無題どきゅめんと


「結局、ネギくんは危地を逃れた――そういうことかの?」

「なんで俺に聞くんだよ」

 横島・多々緒は呆れたように、なにやらデスクで書類に決裁印を捺印している学園長に答えた。時間は、朝のH・Rがあけた一時間目の真っ只中。場所はもちろん、妖怪ジジイこと学園長の執務室である学園長室であった。自分の課業がないことをこれ幸いとばかりに、横島は学園長室のソファでくつろぎながら一服していた。どうやら、応接用のソファの座り心地を気に入ったらしい。これで目の前にジジイがいなけりゃ最高なんだが――ついでに横にしずな先生が侍っていたりすればパーフェクト。

「アンタなら、この学園で起きた出来事は大抵知ってるだろーが」

「ふむ」自分の外套と短剣を操る手の長さと、その多さを周知している横島に韜晦は無駄と悟ったのか、学園長は捺印していた学園長印をデスクの片隅に置くと、顎鬚をしごきながら答えた。「ネギくんの周囲には、なるたけ魔法先生や警備員を配置しない措置をとっているからのぉ。彼の身の回りのことに関しては、それほど情報が集まらんのじゃよ」

 どうしてそういう措置を取っているのか、という説明はせずに、学園長は横島に言った。その言葉を聞いた横島は、くっ、と唇を歪めて思う。はン、ネギ一人に片付けさせようってハラか。万が一にでも、見るに見かねた魔法先生――人の良いタカミチあたりが、ネギの手助けをしてしまわぬように。そうでなければ、学園の裏側、その治安と秩序の維持を司る魔法先生や警備員――つまり、学園長の外套と短剣たちの配置状況に空白を作ったりするはずがない。ホントのホンキでネギに試練を与える気でやがる、このジジイ。学園の治安を等閑にしてまで、この状況を作り出す学園長に、横島はその覚悟の度合いを思い知った。

「で、当のネギ先生は今日はどうしておるのかの?」


「――――ネギ、と」職員室から3−Aへと向かう廊下の途中で見知った顔と一緒になった横島は、その奇妙な光景に首をかしげながら声をかけた。「神楽坂さん、だっけ? ええと、その有様はいったい?」

 横島の視線の先には、出席番号8番、神楽坂・明日菜に米俵のように担がれているネギ・スプリングフィールドと、その様子を面白そうに眺めている、明日菜と同室の出席番号13番、近衛・木乃香の姿があった。無論、その周囲には、彼女たちが作り出している珍妙な光景を何事かと興味深そうに見る生徒たちの視線。

「あ、横島――センセイ、おはようございます」

 人外じみたプロポーションを誇る横島に、一瞬気後れした明日菜が、横島に挨拶する。

「ええ、おはよう、神楽坂さん」ツインテールを揺らしながらちょこんと頭を下げた明日菜に挨拶を返して、横島は改めて問うた。「で、ネギ――先生、その有様はどういうことなんですか?」

「あぅ、た、タダ――横島先生」生徒たちの前ということで、呼び方を改めたネギは、半泣きの表情になって言う。「じ、実は――」

「ちょっ、ネギ!?」

 事情を――魔法に関る事情をあっさりと説明しようとしたネギに、明日菜は慌てて彼の口を塞ぎにかかった。他人に魔法使いだと知られたらオコジョ、という魔法使いのルールをネギから聞かされていたが故の行動だった。

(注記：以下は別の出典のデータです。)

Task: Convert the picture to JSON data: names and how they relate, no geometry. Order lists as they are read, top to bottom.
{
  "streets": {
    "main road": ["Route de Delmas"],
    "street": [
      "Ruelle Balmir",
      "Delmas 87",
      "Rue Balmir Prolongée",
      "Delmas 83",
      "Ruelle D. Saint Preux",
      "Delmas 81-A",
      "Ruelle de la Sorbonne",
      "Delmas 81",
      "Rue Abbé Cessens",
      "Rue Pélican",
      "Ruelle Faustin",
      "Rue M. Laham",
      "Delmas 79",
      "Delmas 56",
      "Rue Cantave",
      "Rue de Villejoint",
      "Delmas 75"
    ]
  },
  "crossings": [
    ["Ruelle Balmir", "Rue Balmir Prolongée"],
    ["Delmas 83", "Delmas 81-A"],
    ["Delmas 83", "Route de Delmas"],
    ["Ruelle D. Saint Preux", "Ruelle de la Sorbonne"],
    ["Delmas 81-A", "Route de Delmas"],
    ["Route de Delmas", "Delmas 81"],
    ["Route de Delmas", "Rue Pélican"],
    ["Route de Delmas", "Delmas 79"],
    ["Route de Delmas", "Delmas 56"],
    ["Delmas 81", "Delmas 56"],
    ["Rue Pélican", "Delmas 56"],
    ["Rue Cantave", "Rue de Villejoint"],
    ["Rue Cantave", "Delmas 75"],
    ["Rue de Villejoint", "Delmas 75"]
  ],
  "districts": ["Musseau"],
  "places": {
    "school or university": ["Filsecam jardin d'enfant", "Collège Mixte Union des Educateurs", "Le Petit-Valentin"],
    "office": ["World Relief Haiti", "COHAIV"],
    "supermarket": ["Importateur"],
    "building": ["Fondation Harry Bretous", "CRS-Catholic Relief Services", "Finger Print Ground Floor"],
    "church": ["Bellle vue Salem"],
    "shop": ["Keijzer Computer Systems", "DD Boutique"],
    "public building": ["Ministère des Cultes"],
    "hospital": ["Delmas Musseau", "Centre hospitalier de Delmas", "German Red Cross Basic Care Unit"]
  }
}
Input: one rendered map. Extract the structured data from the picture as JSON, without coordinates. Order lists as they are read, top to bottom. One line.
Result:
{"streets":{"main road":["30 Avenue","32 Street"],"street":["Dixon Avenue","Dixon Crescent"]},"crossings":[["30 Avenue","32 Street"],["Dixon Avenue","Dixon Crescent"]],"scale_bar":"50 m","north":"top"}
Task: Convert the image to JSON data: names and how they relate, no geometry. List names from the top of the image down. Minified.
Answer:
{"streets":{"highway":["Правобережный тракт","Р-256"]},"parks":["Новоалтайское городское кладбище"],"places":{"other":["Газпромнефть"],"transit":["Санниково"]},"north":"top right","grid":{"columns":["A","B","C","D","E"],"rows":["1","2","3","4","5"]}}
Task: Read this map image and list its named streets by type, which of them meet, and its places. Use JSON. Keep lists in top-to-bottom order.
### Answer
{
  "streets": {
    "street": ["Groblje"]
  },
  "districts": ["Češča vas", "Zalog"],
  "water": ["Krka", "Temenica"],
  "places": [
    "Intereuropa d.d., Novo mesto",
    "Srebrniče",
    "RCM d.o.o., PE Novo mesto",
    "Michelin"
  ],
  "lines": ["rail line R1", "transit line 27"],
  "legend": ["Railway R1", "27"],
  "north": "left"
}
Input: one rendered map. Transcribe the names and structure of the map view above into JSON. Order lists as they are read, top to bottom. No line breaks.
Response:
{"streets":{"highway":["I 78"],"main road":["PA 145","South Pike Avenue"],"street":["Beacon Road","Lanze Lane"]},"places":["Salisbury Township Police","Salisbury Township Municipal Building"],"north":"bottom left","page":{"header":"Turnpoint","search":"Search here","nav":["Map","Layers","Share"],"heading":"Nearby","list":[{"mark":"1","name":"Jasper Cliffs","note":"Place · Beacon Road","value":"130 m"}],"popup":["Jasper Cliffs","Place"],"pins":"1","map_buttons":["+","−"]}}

「ぷぁっ!?」行き成り口を塞がれたネギは、一瞬目を丸くしたあとで、頭を振って明日菜の手から逃れた。「い、いきなり何するんですか、明日菜さん!?」

「ネギ、オコジョ! オコジョ!!」

「んー? オコジョ? どこにいるん、アスナ?」

「え? あ――――、 ほら、アソコ!!」

 自分の言葉――魔法という単語を口外せずにネギに注意を促すための言葉に反応した木乃香に、明日菜は慌てて明後日のほうを指差す明日菜。つられて、どこどこー? と視線を移す同室の少女の様子に明日菜は溜息をひとつ。そんな明日菜の姿に、ネギは、あっ、と小さく声をあげた。

(ネギ、アンタ、バレたらオコジョとか言っておきながらいきなりバラそうとしてんじゃないわよ!)

(あ、すいません――)

 小さく囁く明日菜に、ネギは詫びを口にして――

(でも、横島先生――タダオはボクが魔法使いだって知ってるんです)

 その告白に明日菜は目を丸くし、慌てて視線を移す。その視線の先には、

「なるほどね」

 整った顔に、小さく苦笑をを浮かべている横島の姿があった。黒縁のブリッジを弄びながら、ネギと自分を交互に見る横島の視線に、妙な居心地の悪さを感じる明日菜。と、その視線のぬしが不意に口を開いた。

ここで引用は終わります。